INFORMATION SUPPLIED:
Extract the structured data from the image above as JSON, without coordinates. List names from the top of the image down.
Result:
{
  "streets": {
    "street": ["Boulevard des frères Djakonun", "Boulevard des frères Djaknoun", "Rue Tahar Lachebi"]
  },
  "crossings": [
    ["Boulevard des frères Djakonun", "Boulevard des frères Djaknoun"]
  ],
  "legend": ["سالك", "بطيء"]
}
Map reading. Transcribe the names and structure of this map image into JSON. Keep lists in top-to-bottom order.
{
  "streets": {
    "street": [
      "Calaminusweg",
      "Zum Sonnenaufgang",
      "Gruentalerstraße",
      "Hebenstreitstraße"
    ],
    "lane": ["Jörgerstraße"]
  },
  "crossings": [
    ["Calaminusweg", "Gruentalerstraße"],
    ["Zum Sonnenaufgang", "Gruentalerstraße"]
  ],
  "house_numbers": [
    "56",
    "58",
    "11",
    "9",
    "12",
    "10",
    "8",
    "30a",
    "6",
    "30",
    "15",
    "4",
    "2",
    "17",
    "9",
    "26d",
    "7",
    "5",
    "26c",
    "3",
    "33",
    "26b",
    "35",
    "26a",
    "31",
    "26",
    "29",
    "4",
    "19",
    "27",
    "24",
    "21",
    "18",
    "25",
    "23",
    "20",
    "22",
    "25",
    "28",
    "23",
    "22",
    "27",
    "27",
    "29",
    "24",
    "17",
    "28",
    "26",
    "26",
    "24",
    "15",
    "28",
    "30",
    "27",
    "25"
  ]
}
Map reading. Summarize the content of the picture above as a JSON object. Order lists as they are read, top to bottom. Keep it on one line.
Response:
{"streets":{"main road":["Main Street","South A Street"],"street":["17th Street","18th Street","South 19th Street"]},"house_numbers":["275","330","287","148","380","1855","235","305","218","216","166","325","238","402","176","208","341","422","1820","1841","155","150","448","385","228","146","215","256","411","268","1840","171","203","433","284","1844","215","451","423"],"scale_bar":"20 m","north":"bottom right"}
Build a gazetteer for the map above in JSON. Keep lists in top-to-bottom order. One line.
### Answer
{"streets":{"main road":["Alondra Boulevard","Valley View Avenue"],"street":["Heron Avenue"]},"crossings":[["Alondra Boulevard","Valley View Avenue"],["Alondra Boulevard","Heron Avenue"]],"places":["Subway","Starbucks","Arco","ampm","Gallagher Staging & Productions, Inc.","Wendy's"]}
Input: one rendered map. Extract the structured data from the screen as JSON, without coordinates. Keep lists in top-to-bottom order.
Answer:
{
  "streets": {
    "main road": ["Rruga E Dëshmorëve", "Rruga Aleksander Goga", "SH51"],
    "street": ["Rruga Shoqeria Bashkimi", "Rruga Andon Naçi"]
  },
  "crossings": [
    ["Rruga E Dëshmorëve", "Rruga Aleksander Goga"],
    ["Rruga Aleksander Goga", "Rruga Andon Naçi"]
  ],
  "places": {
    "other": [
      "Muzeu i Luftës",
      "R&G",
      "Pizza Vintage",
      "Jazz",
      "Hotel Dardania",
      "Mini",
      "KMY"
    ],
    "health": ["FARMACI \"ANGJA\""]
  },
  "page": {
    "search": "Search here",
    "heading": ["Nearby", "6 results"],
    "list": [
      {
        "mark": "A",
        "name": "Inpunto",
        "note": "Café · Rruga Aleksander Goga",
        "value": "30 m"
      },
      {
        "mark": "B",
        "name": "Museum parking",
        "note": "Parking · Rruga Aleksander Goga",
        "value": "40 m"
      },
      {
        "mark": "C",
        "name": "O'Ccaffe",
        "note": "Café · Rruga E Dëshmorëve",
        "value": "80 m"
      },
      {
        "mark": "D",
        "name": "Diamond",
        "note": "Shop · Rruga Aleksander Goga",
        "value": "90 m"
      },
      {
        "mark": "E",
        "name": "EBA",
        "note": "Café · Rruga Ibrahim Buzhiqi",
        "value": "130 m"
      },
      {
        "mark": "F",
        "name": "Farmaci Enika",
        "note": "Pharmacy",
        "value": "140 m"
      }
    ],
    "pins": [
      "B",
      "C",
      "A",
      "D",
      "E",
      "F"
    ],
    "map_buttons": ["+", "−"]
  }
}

TASK DESCRIPTION: Where in the entries above does the word "without" appear? Copy each line that has it.

EXERCISE RESULT:
Extract the structured data from the image above as JSON, without coordinates. List names from the top of the image down.
Input: one rendered map. Extract the structured data from the screen as JSON, without coordinates. Keep lists in top-to-bottom order.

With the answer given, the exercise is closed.